If the speed of sound for multiple materials is needed, consider using an array with named constants representing the index for material, i.e. speed_of_sound(AIR), speed_of_sound(WATER), etc.

Verbosity or names-lengthy could be effectively limited with other helper constructs when/where conciseness helps readability. Let us assume that our speed of sound variable is a member of a derived type representing a gas

type :: gas
  real :: gamma = 0.0
  real :: pressure = 0.0
  real :: speed_of_sound = 0.0
end type gas

Local names shortening could be easily achieved exploiting the associate construct, e.g.

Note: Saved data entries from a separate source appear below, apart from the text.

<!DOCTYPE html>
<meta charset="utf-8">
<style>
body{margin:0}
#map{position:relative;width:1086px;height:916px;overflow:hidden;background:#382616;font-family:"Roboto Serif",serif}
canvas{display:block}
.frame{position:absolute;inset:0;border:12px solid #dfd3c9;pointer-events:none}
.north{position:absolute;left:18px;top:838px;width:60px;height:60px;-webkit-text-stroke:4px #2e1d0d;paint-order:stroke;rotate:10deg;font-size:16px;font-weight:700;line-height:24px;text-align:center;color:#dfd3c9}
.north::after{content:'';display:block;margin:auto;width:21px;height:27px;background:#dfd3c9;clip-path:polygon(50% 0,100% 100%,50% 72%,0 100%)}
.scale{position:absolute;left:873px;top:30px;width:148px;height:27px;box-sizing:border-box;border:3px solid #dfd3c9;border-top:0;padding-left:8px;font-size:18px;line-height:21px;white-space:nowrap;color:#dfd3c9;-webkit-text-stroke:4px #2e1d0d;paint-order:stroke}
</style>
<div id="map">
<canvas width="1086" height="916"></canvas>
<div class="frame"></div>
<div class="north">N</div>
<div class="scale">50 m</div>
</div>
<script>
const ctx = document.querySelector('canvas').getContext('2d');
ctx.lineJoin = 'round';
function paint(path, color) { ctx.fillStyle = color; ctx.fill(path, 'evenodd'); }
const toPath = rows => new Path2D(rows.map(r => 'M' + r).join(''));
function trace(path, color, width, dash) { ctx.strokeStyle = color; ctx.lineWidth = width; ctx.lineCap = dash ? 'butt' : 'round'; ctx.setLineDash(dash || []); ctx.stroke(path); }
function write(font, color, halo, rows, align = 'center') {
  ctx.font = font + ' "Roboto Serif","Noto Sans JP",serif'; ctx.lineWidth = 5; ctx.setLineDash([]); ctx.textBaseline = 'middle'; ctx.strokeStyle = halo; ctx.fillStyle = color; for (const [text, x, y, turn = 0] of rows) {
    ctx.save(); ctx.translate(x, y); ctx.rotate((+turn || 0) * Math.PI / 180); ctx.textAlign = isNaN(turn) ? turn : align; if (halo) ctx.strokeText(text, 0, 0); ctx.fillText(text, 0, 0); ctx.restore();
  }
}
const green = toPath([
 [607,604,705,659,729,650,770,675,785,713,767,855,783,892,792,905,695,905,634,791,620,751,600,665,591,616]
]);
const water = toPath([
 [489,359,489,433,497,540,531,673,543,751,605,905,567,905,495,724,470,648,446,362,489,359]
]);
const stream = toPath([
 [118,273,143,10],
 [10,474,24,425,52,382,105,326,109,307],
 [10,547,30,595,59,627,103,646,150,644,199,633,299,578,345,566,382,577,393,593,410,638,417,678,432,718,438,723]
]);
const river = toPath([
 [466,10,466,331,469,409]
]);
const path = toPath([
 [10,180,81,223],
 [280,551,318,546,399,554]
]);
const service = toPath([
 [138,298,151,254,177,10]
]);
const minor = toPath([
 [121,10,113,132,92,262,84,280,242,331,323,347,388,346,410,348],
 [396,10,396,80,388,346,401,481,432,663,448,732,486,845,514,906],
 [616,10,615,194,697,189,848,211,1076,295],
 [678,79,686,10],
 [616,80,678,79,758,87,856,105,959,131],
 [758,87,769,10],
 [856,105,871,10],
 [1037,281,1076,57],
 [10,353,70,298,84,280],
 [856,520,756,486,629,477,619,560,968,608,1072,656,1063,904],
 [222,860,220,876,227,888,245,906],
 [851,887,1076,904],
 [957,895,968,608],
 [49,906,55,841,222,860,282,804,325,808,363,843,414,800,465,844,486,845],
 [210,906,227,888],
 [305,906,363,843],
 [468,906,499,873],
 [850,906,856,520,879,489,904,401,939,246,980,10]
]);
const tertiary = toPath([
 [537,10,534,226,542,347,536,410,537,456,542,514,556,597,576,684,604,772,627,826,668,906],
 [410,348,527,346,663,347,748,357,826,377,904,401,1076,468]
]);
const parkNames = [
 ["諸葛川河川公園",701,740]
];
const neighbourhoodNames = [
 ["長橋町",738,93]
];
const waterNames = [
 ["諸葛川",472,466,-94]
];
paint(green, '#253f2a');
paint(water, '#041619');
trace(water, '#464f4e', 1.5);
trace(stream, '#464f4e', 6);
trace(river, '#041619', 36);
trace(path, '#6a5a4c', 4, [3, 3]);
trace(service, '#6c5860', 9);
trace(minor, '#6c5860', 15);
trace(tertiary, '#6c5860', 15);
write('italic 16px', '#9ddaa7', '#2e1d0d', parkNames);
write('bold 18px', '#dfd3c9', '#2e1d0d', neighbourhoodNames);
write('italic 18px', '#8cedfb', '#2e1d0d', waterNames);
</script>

function density(low_pressure_gas)
  type(gas), intent(in) :: low_pressure_gas
  real                  :: density

  associate(gamma => low_pressure_gas%gamma,       &
            pressure => low_pressure_gas%pressure, &
            speed_of_sound => low_pressure_gas%speed_of_sound)
    density = gamma * pressure / (speed_of_sound**2)
  end associate
  return
end function density

NOTE: As of Fortran 2008, gamma is an intrinsic math function; a different variable name should be used to represent the isentropic expansion coefficient (ratio of heat capacities). This illustrates both the importance and (at times) difficulty of choosing good names for variables.

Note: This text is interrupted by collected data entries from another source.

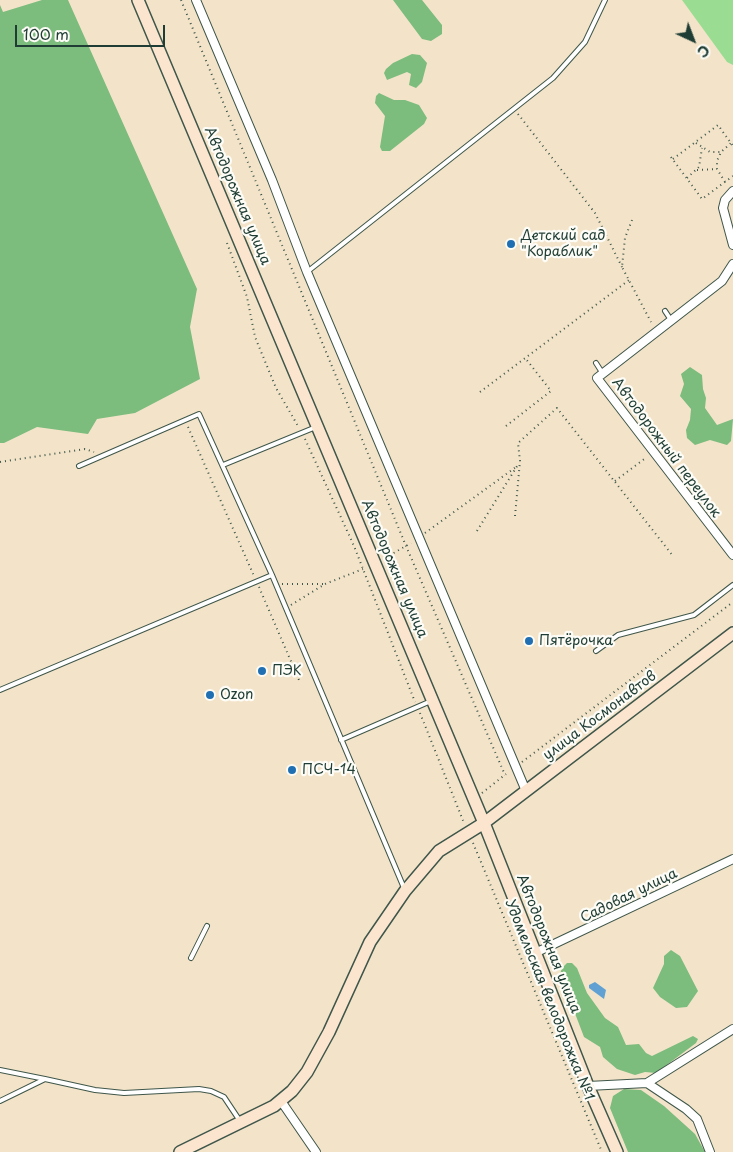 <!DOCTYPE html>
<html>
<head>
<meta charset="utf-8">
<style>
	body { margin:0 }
	#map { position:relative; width:733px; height:1152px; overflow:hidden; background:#f3e4c9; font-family:"Playpen Sans",sans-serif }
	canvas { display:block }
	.north { position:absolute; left:668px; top:15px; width:50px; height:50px; -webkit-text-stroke:4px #fdfcf7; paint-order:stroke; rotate:137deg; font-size:14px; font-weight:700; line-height:20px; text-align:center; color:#1f3d34 }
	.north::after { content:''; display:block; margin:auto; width:18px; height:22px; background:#1f3d34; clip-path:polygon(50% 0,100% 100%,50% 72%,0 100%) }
	.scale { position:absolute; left:15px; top:25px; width:150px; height:22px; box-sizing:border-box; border:2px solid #1f3d34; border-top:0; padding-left:6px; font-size:15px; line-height:18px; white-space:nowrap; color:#1f3d34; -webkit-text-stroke:4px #fdfcf7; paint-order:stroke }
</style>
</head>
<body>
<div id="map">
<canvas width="733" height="1152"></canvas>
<div class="north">С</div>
<div class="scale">100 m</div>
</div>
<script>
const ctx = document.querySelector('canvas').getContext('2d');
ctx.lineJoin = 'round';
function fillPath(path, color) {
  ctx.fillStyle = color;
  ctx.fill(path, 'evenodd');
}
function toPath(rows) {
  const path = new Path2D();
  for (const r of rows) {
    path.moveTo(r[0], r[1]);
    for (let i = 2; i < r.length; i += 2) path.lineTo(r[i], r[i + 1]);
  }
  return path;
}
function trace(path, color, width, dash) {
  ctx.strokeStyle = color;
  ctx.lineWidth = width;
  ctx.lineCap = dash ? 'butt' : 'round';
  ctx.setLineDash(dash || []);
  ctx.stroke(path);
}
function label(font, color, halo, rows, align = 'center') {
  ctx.font = font + ' "Playpen Sans",sans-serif';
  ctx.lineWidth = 4.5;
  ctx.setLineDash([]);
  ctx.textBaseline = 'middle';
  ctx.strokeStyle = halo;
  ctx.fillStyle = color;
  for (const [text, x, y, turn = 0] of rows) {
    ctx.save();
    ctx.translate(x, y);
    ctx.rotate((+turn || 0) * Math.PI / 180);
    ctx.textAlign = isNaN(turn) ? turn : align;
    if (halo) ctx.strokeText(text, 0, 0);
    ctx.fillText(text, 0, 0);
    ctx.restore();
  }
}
fillPath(toPath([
	[682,0,733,0,733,65,727,62]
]), '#9bdc93');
fillPath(toPath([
	[42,0,68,0,197,289,190,327,200,379,135,413,97,419,88,434,37,427,4,443,0,443,0,5,3,12],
	[393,0,422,0,442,25,442,34,431,41,422,39],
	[412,54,420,55,427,63,422,82,416,88,409,85,411,74,407,72,387,80,384,73,386,69,393,63],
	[379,93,394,100,405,100,419,105,427,118,424,124,390,151,382,151,380,147,385,116,375,103,376,96],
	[690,367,702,375,703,389,706,398,705,408,717,425,733,419,731,441,727,445,710,440,695,445,687,438,686,430,690,420,691,409,680,396,684,384,681,374],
	[671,950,680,956,698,991,687,1007,676,1008,660,997,653,988,664,964,664,956],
	[567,963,572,963,577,968,587,993,605,1018,618,1027,626,1045,639,1044,646,1053,652,1056,693,1036,698,1039,696,1043,656,1073,645,1072,635,1075,617,1069,603,1057,600,1047,584,1037,560,974,562,968],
	[624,1089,641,1090,664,1106,695,1134,705,1152,628,1152,610,1108,613,1096]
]), '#7cbc7d');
fillPath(toPath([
	[595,982,606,990,604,999,589,988,589,985]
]), '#60a0d3');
const lane = toPath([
	[307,272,553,78,585,42,605,0],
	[665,311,671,320],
	[596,363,603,374],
	[223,465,316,427],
	[79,466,199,414,272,575,404,888],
	[596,651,618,635,694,615,733,585],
	[0,690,272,575],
	[341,740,431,701],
	[191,958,207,926],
	[0,1070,45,1079],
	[0,1101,45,1079,95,1090,124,1093,199,1089,211,1091,224,1097,240,1121]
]);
const street = toPath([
	[196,0,272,180,307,272,526,791],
	[733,191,725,200,723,208,733,245],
	[733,264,722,281,597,378,733,555],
	[535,953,733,859],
	[647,1083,686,1109,697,1119,710,1152],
	[588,1086,647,1083,733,1029],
	[281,1101,316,1152]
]);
const secondary = toPath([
	[138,0,484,823,588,1086,617,1152],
	[180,1152,274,1106,292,1091,307,1072,329,1032,370,942,405,891,439,851,484,823,733,633]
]);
trace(lane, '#3f564a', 6);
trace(street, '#3f564a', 10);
trace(secondary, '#3f564a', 14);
trace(toPath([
	[181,0,406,546,505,775],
	[518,114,595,213,622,267],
	[696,143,710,152,721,152],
	[671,157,702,199,733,176],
	[673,159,718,125,733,146],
	[697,170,717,169],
	[687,178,699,167,702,148],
	[725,182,717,169,717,161,721,152,731,143],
	[632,220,625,238,622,267,651,322],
	[227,243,247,297,255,337,276,388,298,426],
	[480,392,629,280],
	[506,426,551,391,526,359],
	[188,427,254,576],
	[305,439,354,546,415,702],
	[0,462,85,449,94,452],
	[615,481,647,457],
	[515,516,520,461,518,443,557,408,673,556],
	[477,531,519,463],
	[425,533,516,467],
	[385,558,411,543],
	[282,584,325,584],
	[259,587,299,680],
	[291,605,325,584,363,569],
	[420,713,464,823],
	[522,762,733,602],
	[482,793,506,774],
	[473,843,602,1152]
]), '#3f564a', 2, [1, 4]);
trace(lane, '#fff', 4);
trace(street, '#fff', 8);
trace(secondary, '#fce5cf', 11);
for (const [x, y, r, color] of [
	[511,244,5,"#1f6fb2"],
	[529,641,5,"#1f6fb2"],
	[262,671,5,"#1f6fb2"],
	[210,695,5,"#1f6fb2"],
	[292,770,5,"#1f6fb2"]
]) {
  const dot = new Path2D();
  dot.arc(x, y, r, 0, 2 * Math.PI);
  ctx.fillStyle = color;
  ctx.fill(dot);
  trace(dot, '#fdfcf7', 2);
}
label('14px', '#1f3d34', '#fdfcf7', [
	["Автодорожная улица",237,196,67],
	["Автодорожный переулок",666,448,53],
	["Автодорожная улица",394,569,67],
	["улица Космонавтов",600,716,-37],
	["Садовая улица",629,896,-26],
	["Автодорожная улица",548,944,68],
	["Удомельская велодорожка №1",549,1000,68]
]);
label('14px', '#1f3d34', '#fdfcf7', [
	["Детский сад",521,236],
	["\"Кораблик\"",521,252],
	["Пятёрочка",539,641],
	["ПЭК",272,671],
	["Ozon",220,695],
	["ПСЧ-14",302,770]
], 'left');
</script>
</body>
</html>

Consider exploiting meaningful names to their extreme. Let us assume we are developing a large library that must deal with numerous objects, and we need to perform the same set of actions on these data, i.e. we need to develop a set of procedures performing the same conceptual action, but on different objects. In order to improve the readability of this large library, it could be helpful to provide to such a procedures set with a complete meaningful and descriptive name, e.g.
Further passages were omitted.